На этот вопрос ответить довольно трудно, так как книги упомянутой выше библиотеки Пизонов оказались подобранными в соответствии со вкусами владельцев. «О вкусах не спорят» — гласит римская пословица, подбор книг мог быть самым различным. Но, как мы сейчас увидим, эти вкусы были обусловлены различными обстоятельствами.
В 1752 г. при раскопках виллы к северо-западу от городской стены Геркуланума рабочие натолкнулись на обугленные папирусы, которые они вначале приняли за остатки не до конца сгоревших дров. Лишь немногие папирусы сохранили форму цилиндра, большинство были сдавлены в лепешку рухнувшими стенами и потолками. Многие папирусы превратились в комки, по внешнему виду больше похожие на обугленные головешки, чем на свитки, поэтому помещение, где они были найдены, рабочие назвали «лавкой угольщика» (Bottega del carbonaio). Впоследствии дом, где были найдены свитки, получил название «дома папирусов» (casa dei papiri)[201]
.В итоге раскопок было обнаружено, что папирусы хранились в трех помещениях виллы, некогда принадлежавшей Л. Кальпурнию Пизону, другу и покровителю философа эпикурейца Филодема. Кальпурний Пизон, консул 58 г. до н. э., был тесно связан с Цицероном и Цезарем — последний был даже женат на его дочери, Кальпурнии. В своих письмах Цицерон, однако, отзывается о Кальпурнии Пизоне с ненавистью — они были политическими противниками. Пометок владельцев на книгах не обнаружено, лишь на некоторых свитках (например, №№ 1149, 993) встречается имя М. Октавия, написанное по-гречески. Возможно, М. Октавий был первым собственником книги, попавшей затем в домашнюю библиотеку Пизонов.

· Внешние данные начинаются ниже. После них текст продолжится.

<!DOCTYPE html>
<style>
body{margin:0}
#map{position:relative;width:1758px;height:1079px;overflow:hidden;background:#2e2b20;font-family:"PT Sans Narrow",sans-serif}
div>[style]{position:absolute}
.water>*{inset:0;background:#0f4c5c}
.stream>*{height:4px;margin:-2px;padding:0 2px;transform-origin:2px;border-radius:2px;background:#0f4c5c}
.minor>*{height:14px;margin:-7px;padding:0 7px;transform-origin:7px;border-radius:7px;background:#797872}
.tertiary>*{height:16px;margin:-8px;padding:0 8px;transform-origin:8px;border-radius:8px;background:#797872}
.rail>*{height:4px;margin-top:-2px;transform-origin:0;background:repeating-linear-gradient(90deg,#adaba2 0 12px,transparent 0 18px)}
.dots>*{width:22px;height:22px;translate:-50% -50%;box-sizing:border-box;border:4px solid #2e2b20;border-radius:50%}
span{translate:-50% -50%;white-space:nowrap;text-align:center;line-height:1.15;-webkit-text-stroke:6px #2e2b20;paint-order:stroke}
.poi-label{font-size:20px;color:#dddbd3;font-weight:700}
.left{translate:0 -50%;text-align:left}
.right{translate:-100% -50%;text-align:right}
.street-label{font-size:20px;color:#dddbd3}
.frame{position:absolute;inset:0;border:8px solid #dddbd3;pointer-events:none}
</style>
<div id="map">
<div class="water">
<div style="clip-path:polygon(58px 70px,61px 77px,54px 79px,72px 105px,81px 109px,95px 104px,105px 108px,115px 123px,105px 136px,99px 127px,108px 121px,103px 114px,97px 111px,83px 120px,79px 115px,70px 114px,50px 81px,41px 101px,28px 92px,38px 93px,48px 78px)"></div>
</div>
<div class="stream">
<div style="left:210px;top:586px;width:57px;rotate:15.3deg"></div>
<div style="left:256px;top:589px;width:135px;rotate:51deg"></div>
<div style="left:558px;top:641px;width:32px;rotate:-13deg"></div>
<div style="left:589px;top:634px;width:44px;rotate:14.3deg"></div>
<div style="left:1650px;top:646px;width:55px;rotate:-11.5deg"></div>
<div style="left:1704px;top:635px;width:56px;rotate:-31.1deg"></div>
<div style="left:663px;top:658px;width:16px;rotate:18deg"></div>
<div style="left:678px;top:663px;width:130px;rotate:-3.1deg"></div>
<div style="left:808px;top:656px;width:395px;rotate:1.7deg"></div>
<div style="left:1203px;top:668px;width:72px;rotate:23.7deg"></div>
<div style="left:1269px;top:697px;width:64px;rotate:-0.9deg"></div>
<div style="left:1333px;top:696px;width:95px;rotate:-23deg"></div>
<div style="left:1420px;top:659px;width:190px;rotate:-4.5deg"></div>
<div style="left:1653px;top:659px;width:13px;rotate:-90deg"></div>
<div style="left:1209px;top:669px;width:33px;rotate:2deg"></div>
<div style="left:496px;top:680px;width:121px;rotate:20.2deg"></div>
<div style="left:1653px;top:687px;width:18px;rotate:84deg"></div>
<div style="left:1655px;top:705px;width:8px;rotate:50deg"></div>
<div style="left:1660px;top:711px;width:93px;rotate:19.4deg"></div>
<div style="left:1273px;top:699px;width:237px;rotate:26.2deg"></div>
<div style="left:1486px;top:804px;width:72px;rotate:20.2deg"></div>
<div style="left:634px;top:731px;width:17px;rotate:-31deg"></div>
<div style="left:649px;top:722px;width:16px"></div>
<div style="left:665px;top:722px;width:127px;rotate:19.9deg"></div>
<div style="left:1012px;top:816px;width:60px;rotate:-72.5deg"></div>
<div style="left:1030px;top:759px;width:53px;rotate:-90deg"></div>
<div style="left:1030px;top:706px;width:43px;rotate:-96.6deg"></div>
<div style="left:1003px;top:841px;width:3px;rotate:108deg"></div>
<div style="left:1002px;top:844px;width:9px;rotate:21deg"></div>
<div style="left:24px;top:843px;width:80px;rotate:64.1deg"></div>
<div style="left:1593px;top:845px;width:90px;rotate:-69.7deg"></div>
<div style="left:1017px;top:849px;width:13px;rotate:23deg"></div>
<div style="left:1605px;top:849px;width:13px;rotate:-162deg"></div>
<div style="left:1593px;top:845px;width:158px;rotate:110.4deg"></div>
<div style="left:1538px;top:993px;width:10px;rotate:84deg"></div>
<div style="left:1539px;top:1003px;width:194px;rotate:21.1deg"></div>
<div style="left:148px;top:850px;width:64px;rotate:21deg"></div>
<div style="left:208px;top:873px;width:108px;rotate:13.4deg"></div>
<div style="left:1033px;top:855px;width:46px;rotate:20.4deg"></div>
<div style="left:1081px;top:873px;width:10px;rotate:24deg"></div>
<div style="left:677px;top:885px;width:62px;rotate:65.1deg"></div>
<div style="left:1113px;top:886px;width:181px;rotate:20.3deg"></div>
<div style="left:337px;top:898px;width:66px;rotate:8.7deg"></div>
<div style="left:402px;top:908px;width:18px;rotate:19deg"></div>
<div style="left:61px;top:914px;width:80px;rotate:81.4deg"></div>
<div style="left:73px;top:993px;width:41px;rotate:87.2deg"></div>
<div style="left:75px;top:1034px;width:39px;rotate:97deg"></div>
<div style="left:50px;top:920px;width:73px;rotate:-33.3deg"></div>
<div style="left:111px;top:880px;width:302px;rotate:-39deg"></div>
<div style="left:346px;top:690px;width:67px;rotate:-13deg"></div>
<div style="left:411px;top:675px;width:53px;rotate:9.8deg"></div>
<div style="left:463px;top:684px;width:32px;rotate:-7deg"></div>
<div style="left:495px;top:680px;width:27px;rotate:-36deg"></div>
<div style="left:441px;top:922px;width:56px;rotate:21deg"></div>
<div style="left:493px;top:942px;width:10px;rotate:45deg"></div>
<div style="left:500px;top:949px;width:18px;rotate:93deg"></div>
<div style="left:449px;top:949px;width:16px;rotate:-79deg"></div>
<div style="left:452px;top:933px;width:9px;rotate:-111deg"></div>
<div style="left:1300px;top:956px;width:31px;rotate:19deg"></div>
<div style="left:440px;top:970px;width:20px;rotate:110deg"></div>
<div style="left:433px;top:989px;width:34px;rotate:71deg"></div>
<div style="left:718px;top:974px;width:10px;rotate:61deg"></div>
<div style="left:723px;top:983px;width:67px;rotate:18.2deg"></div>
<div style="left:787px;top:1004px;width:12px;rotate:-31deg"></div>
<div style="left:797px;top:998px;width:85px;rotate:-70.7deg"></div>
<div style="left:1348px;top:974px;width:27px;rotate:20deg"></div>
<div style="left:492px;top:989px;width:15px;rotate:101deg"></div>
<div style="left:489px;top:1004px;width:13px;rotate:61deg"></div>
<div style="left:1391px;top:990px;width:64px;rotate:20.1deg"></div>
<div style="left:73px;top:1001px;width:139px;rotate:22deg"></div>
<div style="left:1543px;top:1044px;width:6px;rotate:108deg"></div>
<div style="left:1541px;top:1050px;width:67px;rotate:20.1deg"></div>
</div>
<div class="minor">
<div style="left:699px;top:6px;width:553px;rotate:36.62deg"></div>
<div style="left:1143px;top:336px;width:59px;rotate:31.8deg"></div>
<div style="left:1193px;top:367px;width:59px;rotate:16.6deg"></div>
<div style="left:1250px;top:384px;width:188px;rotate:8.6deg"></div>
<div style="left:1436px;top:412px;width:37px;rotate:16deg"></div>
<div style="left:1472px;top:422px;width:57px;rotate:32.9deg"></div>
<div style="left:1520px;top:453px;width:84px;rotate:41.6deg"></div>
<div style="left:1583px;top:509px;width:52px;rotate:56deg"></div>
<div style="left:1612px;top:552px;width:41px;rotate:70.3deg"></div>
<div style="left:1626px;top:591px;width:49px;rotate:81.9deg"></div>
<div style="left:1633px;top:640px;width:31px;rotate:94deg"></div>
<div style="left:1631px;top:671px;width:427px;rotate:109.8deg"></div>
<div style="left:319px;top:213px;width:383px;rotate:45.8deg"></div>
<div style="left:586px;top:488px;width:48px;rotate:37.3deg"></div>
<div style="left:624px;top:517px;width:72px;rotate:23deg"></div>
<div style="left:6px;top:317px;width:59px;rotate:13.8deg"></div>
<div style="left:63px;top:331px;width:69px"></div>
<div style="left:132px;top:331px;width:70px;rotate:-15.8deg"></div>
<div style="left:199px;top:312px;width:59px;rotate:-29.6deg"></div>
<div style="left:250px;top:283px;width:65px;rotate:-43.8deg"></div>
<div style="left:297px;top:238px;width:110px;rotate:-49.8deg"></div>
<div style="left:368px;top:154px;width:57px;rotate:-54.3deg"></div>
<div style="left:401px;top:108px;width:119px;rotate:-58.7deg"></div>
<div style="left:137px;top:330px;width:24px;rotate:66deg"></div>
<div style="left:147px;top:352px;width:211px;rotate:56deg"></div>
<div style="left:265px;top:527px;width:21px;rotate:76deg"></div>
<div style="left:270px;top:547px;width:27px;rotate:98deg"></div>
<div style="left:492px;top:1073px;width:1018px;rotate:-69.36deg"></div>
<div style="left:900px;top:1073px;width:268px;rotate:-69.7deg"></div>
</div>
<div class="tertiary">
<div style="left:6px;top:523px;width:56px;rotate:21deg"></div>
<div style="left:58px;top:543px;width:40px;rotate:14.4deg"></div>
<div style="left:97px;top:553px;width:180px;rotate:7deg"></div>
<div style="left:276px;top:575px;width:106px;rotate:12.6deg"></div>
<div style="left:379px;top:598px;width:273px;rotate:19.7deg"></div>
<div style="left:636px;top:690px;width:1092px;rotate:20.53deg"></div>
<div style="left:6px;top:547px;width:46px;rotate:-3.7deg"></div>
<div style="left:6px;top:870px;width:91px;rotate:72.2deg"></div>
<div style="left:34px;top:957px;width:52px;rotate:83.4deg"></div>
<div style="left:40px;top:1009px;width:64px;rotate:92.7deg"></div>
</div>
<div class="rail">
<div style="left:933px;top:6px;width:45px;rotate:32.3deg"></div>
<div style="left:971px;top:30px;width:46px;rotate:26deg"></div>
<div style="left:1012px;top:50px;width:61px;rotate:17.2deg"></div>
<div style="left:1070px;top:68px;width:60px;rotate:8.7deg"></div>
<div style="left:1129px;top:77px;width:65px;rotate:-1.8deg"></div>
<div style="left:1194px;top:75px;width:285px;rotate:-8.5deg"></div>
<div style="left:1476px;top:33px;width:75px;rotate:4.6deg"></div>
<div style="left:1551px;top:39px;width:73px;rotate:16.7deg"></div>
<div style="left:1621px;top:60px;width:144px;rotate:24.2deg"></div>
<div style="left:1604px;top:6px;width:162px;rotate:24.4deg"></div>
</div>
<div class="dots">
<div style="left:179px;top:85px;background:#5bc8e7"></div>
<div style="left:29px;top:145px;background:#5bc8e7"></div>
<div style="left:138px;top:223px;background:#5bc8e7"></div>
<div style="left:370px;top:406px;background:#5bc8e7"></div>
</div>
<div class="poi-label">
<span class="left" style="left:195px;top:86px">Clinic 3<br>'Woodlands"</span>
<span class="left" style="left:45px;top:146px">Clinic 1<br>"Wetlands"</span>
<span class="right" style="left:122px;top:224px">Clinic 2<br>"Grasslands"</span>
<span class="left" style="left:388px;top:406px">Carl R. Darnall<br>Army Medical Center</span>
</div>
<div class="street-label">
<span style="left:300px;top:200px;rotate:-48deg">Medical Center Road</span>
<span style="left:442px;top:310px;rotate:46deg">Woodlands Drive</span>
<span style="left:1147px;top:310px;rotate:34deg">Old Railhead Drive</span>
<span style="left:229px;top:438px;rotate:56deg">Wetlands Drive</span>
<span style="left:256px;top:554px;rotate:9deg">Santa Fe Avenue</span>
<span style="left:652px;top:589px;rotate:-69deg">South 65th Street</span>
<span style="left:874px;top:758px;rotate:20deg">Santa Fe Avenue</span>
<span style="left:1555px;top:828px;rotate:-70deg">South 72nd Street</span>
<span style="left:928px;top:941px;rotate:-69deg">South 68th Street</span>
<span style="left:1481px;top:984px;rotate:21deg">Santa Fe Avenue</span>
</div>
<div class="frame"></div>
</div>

Главная масса обугленных папирусов была обнаружена с 19 октября 1752 г. по 25 августа 1754 г. в библиотеке виллы. Но отдельные экземпляры были найдены и в таблинуме, а также в перистиле (хозяева виллы принадлежали к читающим людям, которые с книгой не расставались). По мнению Доменико Компаретти, всего в библиотеке Пизонов хранилось до 800 свитков, но некоторые исследователи увеличивают эту цифру до 1860[202]
. Разногласия объясняются тем, что многие свитки оказались разорванными на части, и точно учесть их первоначальное количество практически невозможно. Свитки хранились в шкафах высотой несколько выше человеческого роста, которые стояли вдоль стен небольшого помещения, предназначенного для ученых занятий. В центре также стоял шкаф, в котором хранились папирусные свитки.Книги, в подавляющем большинстве написанные на греческом языке, состояли из сочинений философов эпикурейского толка. Об этом свидетельствовал и подбор бюстов, украшавших библиотеку — там стояли небольшие бюсты Эпикура и его учеников — Метродора, Гермарха, Демосфена, а также бюст Зенона. То, что Пизоны увлекались эпикурейской философией, не представляет собой ничего удивительного — не один Гораций считал себя «свиньей из стада Эпикура». Такие известные лица, как Кассий Лонгин, Вибий Панса, известный из переписки Цицерона Фадий Галл (Ad Fam., VII, 26, 1; IX, 25, 2) относились к числу римских приверженцев этой философии. Они собирались чаще всего в Неаполе, который стал центром эпикурейской философии в Италии (нельзя не обратить внимания на то, что Геркуланум находился от Неаполя в непосредственной близости).
В шкафах библиотеки Пизонов латинские книги лежали вверху, и они более всего пострадали. Особый интерес представляет собой открытая здесь поэма, прославляющая победу Октавиана при Акции и его египетский поход[203]
.Усилия, затраченные на прочтение этих документов, не всегда увенчивались успехом. Обугленные свитки слепились и при попытке развернуть их крошились на мелкие части, на которых уже ничего нельзя было различить. Их пытались обрабатывать водяным паром, парафином, альбумином, глицерином, но все было напрасно. Перед трудностью задачи спасовали такие крупные химики, как Юстус Либиг. Лучше сохранились, по вполне понятным причинам, внутренние части свитков, но и те с трудом поддавались прочтению.